Si en los días previos el foco estaba puesto en la capacidad del presidente Joe Biden para enfrentar la campaña por su reelección y, en caso de conseguirla, liderar al país por otros 4 años, con 81 años de edad a cuestas —cuestión que sigue todavía preocupando a muchos y, quizás, ahora todavía más—, el atentado contra Donald Trump ocurrido en Butler, Pensilvania, puso en el centro de los reflectores al republicano, quien, como era de esperarse, le ha sacado gran raja política.

Lo que sabemos hasta ahora es que Trump salió prácticamente ileso, con una herida menor en una oreja, mientras que el autor del ataque fue abatido, un joven norteamericano de 20 años, de nombre Thomas Matthew Crooks. Más allá de lo que revelen las investigaciones en curso, hay algunas reflexiones que podemos obtener en torno al suceso.
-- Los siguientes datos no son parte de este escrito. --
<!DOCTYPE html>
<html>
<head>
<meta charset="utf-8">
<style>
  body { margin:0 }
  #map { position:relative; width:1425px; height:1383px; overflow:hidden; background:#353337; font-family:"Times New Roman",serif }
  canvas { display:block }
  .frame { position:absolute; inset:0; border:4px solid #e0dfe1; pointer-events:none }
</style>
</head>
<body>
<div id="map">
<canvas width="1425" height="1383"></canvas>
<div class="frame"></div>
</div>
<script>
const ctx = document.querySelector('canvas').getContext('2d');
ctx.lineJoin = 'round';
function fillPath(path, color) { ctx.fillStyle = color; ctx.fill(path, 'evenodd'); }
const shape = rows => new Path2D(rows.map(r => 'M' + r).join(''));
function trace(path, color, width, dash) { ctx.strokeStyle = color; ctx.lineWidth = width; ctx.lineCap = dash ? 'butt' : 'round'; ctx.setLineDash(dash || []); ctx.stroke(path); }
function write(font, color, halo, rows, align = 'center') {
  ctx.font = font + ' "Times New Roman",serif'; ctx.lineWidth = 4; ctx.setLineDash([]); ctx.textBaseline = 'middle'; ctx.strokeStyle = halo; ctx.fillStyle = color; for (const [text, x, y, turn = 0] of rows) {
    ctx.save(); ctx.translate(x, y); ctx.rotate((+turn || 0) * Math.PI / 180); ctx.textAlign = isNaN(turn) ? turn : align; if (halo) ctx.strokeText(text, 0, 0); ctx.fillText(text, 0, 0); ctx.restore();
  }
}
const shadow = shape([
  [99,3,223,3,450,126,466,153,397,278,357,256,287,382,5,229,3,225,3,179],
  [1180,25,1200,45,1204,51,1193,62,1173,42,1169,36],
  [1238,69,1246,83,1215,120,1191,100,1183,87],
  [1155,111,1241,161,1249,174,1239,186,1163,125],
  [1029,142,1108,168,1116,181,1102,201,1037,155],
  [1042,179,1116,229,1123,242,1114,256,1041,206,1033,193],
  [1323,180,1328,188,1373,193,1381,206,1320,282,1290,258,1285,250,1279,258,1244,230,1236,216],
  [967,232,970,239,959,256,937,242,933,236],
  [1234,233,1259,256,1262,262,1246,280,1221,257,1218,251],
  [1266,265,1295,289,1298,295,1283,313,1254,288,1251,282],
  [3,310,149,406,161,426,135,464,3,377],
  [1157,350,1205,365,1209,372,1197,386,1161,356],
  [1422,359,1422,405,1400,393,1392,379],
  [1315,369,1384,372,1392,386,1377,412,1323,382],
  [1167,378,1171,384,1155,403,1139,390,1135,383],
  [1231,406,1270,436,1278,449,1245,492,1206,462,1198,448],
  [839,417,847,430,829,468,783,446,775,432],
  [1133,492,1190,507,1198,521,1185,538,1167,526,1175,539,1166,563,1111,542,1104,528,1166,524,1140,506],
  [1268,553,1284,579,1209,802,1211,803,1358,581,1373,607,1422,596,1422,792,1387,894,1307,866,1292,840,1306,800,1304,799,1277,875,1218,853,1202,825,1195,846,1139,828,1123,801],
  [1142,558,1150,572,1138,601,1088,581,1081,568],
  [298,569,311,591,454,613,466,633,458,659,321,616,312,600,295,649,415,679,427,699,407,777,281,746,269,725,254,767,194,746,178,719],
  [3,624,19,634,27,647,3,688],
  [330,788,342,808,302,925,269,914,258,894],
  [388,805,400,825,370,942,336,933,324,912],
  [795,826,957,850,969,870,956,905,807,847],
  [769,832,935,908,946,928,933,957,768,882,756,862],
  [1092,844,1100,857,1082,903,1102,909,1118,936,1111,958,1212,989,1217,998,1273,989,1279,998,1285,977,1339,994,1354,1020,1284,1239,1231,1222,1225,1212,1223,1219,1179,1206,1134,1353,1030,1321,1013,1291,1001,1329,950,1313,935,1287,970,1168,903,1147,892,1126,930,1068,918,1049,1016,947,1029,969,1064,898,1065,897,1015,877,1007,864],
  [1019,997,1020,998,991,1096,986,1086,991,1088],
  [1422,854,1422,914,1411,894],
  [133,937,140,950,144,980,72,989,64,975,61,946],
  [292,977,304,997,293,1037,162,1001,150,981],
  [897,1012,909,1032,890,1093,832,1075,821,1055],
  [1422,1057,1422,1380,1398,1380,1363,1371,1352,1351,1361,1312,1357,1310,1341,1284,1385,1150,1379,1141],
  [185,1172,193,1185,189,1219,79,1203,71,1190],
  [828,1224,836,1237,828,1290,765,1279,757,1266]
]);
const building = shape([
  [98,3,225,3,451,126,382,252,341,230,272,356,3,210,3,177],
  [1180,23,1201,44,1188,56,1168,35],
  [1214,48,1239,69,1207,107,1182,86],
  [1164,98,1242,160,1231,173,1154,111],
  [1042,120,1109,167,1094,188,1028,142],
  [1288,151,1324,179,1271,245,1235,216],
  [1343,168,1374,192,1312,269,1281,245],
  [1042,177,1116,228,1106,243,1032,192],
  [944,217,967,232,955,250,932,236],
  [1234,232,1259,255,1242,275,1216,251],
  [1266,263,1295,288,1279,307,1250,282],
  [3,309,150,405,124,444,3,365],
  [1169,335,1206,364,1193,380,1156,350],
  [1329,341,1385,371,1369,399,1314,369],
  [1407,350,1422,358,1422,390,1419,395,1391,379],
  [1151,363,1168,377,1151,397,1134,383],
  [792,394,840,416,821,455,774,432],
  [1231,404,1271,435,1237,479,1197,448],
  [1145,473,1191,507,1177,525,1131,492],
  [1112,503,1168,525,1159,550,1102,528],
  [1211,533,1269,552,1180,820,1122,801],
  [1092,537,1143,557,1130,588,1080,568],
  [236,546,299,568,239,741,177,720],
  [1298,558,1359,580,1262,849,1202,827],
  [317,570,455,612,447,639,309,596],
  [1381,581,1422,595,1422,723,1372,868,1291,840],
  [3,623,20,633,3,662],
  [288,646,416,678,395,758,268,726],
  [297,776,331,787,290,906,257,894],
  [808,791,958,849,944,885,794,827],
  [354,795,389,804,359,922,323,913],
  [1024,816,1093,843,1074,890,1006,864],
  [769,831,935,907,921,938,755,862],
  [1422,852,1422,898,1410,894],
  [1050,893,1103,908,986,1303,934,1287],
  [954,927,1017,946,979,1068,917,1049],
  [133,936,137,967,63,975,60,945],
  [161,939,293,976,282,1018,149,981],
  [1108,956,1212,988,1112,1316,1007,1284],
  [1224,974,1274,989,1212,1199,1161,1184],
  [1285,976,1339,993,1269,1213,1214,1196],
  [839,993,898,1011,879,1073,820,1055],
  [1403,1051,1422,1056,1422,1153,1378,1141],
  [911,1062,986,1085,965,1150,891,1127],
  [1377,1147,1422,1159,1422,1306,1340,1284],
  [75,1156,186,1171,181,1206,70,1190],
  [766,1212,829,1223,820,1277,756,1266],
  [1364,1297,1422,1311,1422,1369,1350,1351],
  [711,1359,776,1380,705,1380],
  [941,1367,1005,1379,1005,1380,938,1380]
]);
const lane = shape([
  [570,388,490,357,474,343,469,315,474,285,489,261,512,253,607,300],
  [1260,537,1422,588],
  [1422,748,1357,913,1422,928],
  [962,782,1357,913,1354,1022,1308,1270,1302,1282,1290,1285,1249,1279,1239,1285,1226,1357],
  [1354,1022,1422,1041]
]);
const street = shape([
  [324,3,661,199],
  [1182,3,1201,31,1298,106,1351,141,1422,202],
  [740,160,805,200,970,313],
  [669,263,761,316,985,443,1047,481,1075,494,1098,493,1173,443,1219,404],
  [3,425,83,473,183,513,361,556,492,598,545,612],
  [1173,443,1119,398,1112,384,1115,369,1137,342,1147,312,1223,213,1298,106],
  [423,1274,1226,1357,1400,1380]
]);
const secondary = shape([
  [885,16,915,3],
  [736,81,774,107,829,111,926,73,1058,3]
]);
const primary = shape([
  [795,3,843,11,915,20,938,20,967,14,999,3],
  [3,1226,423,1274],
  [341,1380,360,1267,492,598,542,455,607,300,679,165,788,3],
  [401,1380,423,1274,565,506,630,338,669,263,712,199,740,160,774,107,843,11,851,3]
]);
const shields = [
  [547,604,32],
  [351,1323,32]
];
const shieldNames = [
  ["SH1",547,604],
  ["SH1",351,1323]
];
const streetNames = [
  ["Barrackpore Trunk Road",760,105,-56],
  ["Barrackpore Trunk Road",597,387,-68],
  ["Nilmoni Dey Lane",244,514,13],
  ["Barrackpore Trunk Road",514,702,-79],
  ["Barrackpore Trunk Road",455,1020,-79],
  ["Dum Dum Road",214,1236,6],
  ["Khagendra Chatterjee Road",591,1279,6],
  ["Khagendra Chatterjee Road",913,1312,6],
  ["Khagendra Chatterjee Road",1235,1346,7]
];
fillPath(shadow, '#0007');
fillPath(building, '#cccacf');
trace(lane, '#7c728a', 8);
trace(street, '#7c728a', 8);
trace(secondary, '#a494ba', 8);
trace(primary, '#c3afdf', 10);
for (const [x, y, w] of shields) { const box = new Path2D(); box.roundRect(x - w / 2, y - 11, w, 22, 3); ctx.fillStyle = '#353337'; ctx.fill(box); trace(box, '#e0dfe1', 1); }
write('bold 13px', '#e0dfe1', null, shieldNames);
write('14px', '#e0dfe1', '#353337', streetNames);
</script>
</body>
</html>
En primer lugar, la gravedad de la repetición y normalización la violencia en campañas políticas alrededor del planeta, algo totalmente inadmisible y condenable. Piénsese en el aún reciente asesinato de un candidato presidencial en Ecuador o, por supuesto, lo ocurrido repetidamente en las últimas elecciones en México, las más violentas de las que se tenga memoria (a pesar de la narrativa oficialista, que pretende hacerlas pasar como un día de campo con incidentes aislados).

También, otra vez, la pasmosa facilidad con la que se pueden conseguir armas en Estados Unidos —algo que los republicanos defienden a ultranza como un “derecho natural”—, lo que, en algún sentido, facilitó el ataque de Butler. Como en otras ocasiones, seguramente no pasará nada al respecto. Por otro lado, se pone a examen al Servicio Secreto y su capacidad para custodiar a presidentes, expresidentes y candidatos.

El episodio trae a la memoria, por supuesto, los numerosos magnicidios y atentados contra líderes políticos en Estados Unidos a través de la historia, siendo los de los presidentes Abraham Lincoln (1865) y John F. Kennedy (1963, televisado en vivo) los más impactantes, pero no los únicos: James Garfield (1881) y William McKinley (1901) también fueron asesinados; después, hubo atentados fallidos contra Theodore Roosevelt (1912), Franklin D. Roosevelt (1933), Harry S. Truman (1950), Gerald Ford (dos, con apenas 17 días de distancia, en 1975) y hasta George W. Bush (una granada que no explotó, en Tiflis, Georgia, en 2005), todos los cuales afortunadamente no resultaron heridos; así como Ronald Reagan (1981), quien sí resultó herido, pero sobrevivió al ataque.

A lo anterior añádanse los muy impactantes asesinatos, ambos en 1968, del precandidato presidencial Robert F. Kennedy y el líder del movimiento de derechos civiles Martin Luther King Jr. Todos estos hechos perpetrados por hombres, con excepción —curiosamente— de los dos atentados contra Ford (cometidos por Lynette Fomme y Sara Jane Moore). Larga lista, pues.

Ahora bien, en un mundo en el que las especulaciones y teorías conspiratorias son comunes, incluso sin ninguna evidencia que las respalde, no deja de ser interesante la narrativa que circula en el sentido de que pudo haber sido algo milimétricamente planeado para victimizar a Trump y hacerlo héroe. Hablamos, ciertamente, de un personaje voluntarista sin escrúpulos, que en su vida privada y pública ha cometido varios hechos siniestros con tal de salirse con la suya, pero no hay nada, hasta ahora, que apuntale tal sospecha.